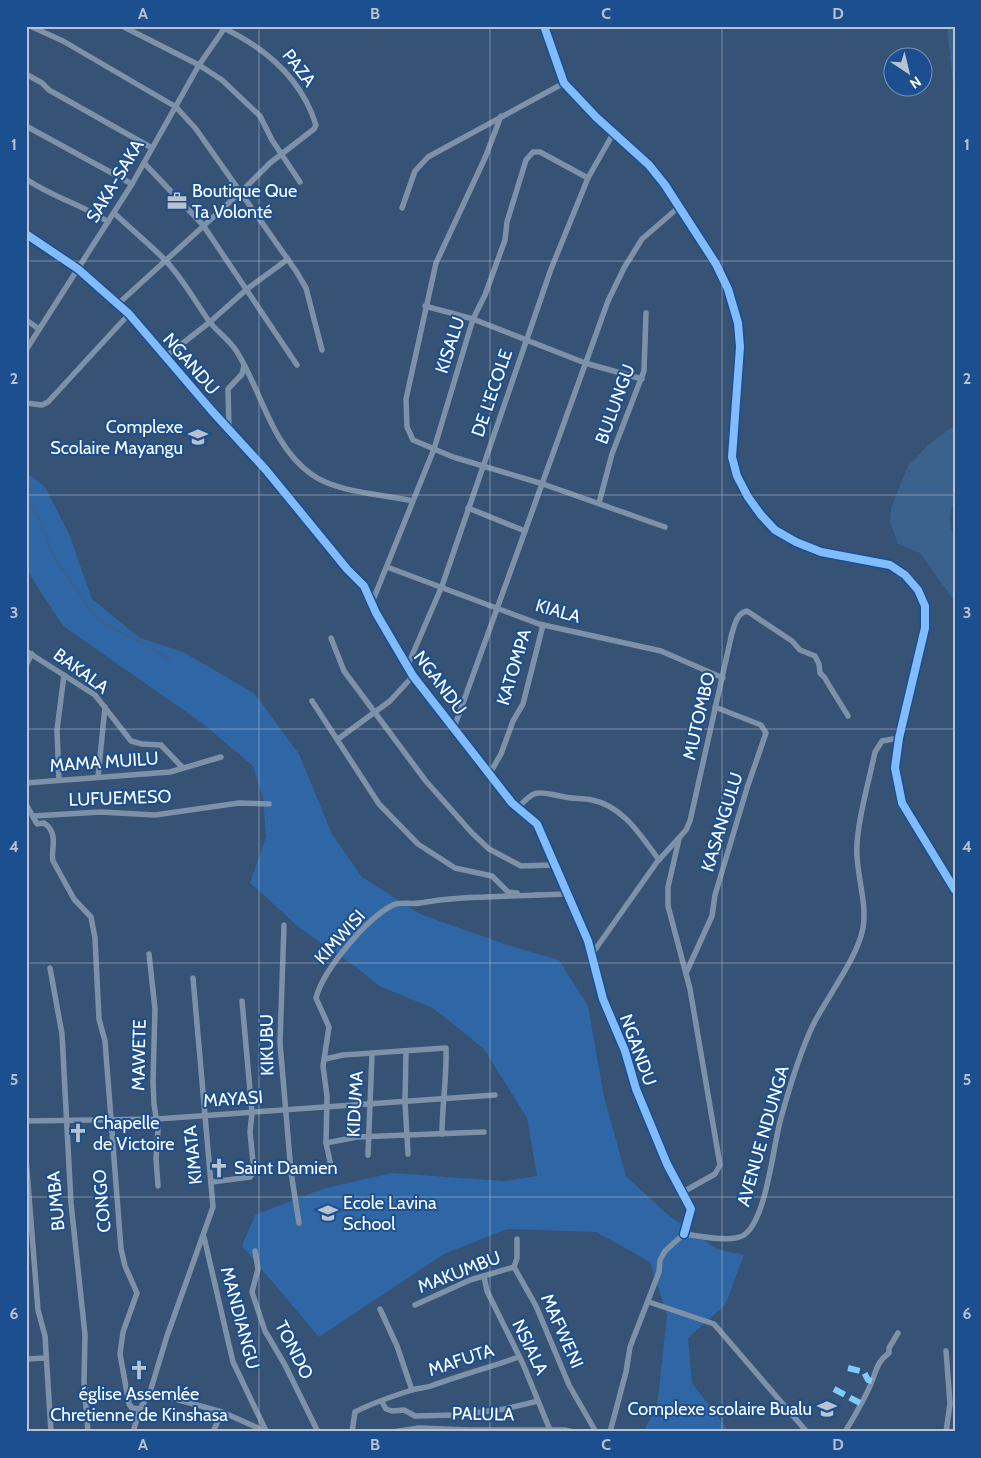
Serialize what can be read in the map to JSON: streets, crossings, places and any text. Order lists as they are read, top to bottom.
{
  "streets": {
    "street": [
      "PAZA",
      "SAKA-SAKA",
      "KISALU",
      "NGANDU",
      "DE L'ECOLE",
      "BULUNGU",
      "KIALA",
      "KATOMPA",
      "BAKALA",
      "MUTOMBO",
      "MAMA MUILU",
      "LUFUEMESO",
      "KASANGULU",
      "KIMWISI",
      "KIKUBU",
      "MAWETE",
      "MAYASI",
      "KIDUMA",
      "AVENUE NDUNGA",
      "KIMATA",
      "BUMBA",
      "CONGO",
      "MAKUMBU",
      "MANDIANGU",
      "MAFWENI",
      "NSIALA",
      "TONDO",
      "MAFUTA",
      "PALULA"
    ]
  },
  "crossings": [
    ["PAZA", "SAKA-SAKA"],
    ["SAKA-SAKA", "NGANDU"],
    ["KISALU", "NGANDU"],
    ["KISALU", "DE L'ECOLE"],
    ["KISALU", "KIALA"],
    ["NGANDU", "DE L'ECOLE"],
    ["NGANDU", "KATOMPA"],
    ["NGANDU", "MUTOMBO"],
    ["NGANDU", "AVENUE NDUNGA"],
    ["DE L'ECOLE", "KIALA"],
    ["KIALA", "KATOMPA"],
    ["KIALA", "MUTOMBO"],
    ["BAKALA", "MAMA MUILU"],
    ["MUTOMBO", "KASANGULU"],
    ["LUFUEMESO", "CONGO"],
    ["KIMWISI", "MAYASI"],
    ["KIKUBU", "MAYASI"],
    ["MAWETE", "MAYASI"],
    ["MAYASI", "KIDUMA"],
    ["MAYASI", "KIMATA"],
    ["MAYASI", "BUMBA"],
    ["MAYASI", "CONGO"],
    ["KIMATA", "CONGO"],
    ["KIMATA", "MANDIANGU"],
    ["MAKUMBU", "MAFWENI"],
    ["MAKUMBU", "NSIALA"],
    ["NSIALA", "MAFUTA"],
    ["NSIALA", "PALULA"]
  ],
  "places": {
    "office": ["Boutique Que Ta Volonté"],
    "school or university": ["Complexe Scolaire Mayangu", "Ecole Lavina School", "Complexe scolaire Bualu"],
    "church": ["Chapelle de Victoire", "Saint Damien", "église Assemlée Chretienne de Kinshasa"]
  },
  "north": "bottom right",
  "grid": {
    "columns": [
      "A",
      "B",
      "C",
      "D"
    ],
    "rows": [
      "1",
      "2",
      "3",
      "4",
      "5",
      "6"
    ]
  }
}
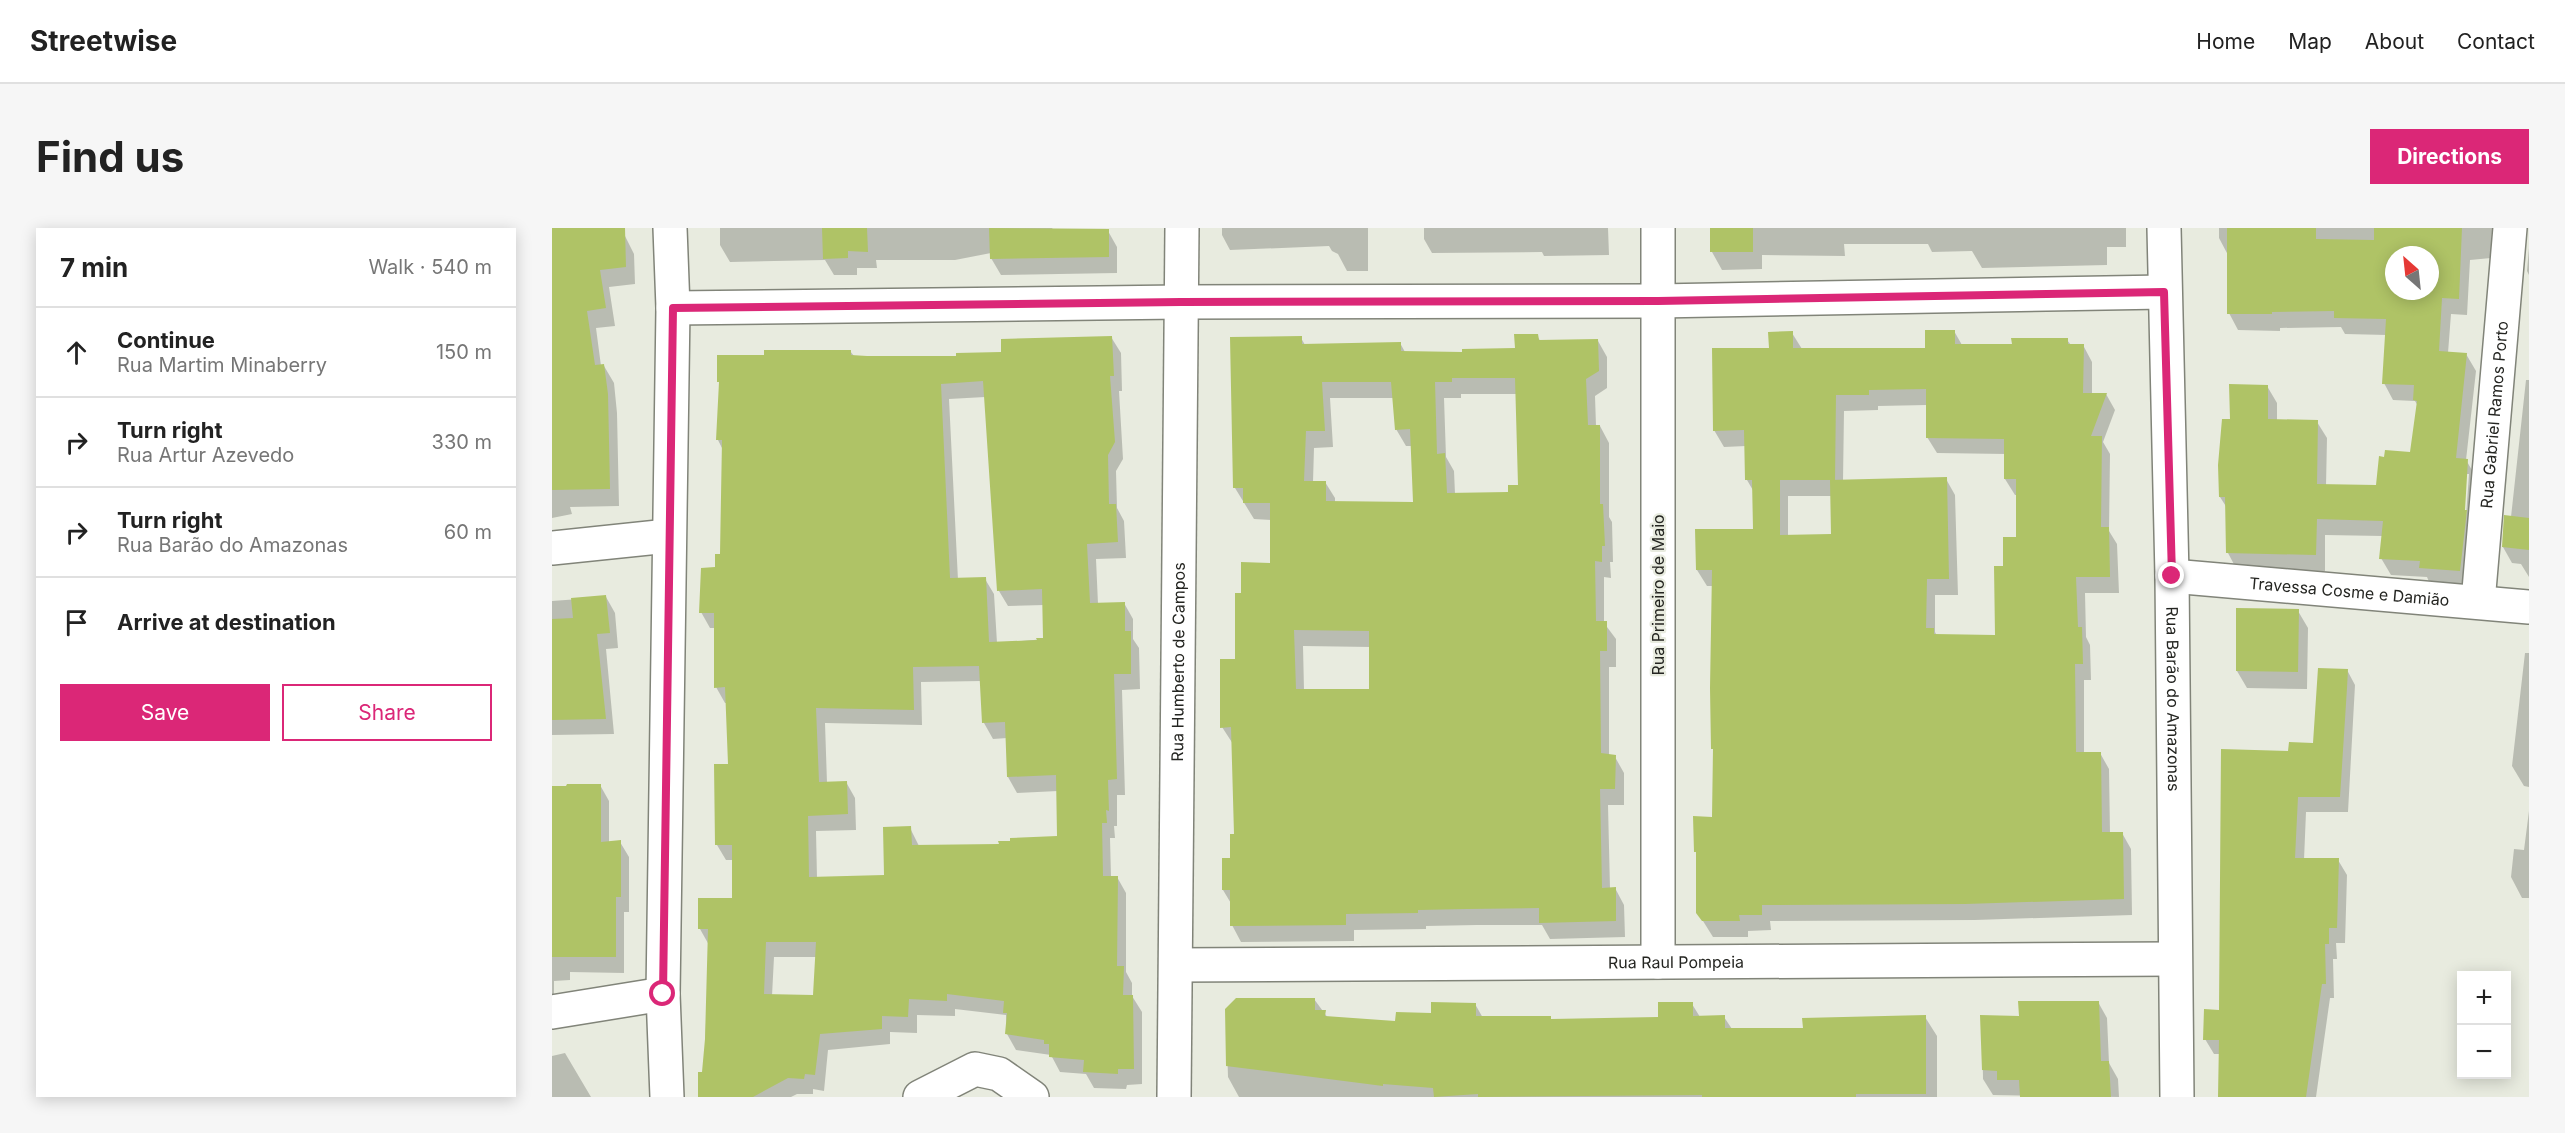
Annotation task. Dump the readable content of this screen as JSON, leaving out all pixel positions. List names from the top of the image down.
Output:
{
  "streets": {
    "street": [
      "Rua Gabriel Ramos Porto",
      "Travessa Cosme e Damião",
      "Rua Primeiro de Maio",
      "Rua Humberto de Campos",
      "Rua Barão do Amazonas",
      "Rua Raul Pompeia"
    ]
  },
  "crossings": [
    ["Rua Gabriel Ramos Porto", "Travessa Cosme e Damião"],
    ["Travessa Cosme e Damião", "Rua Barão do Amazonas"],
    ["Rua Primeiro de Maio", "Rua Raul Pompeia"],
    ["Rua Humberto de Campos", "Rua Raul Pompeia"],
    ["Rua Barão do Amazonas", "Rua Raul Pompeia"]
  ],
  "north": "top left",
  "page": {
    "header": "Streetwise",
    "nav": [
      "Home",
      "Map",
      "About",
      "Contact"
    ],
    "buttons": [
      "Directions",
      ["Save", "Share"]
    ],
    "title": "Find us",
    "heading": ["7 min", "Walk · 540 m"],
    "list": [
      ["Continue", "Rua Martim Minaberry", "150 m"],
      ["Turn right", "Rua Artur Azevedo", "330 m"],
      ["Turn right", "Rua Barão do Amazonas", "60 m"],
      "Arrive at destination"
    ],
    "map_buttons": ["+", "−"]
  }
}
·····
TASK OBJECTIVE: Each line of the entries above that includes "Pompeia" counts once; state how many such lines there are, with the number as the only answer.

ANSWER BOX: 4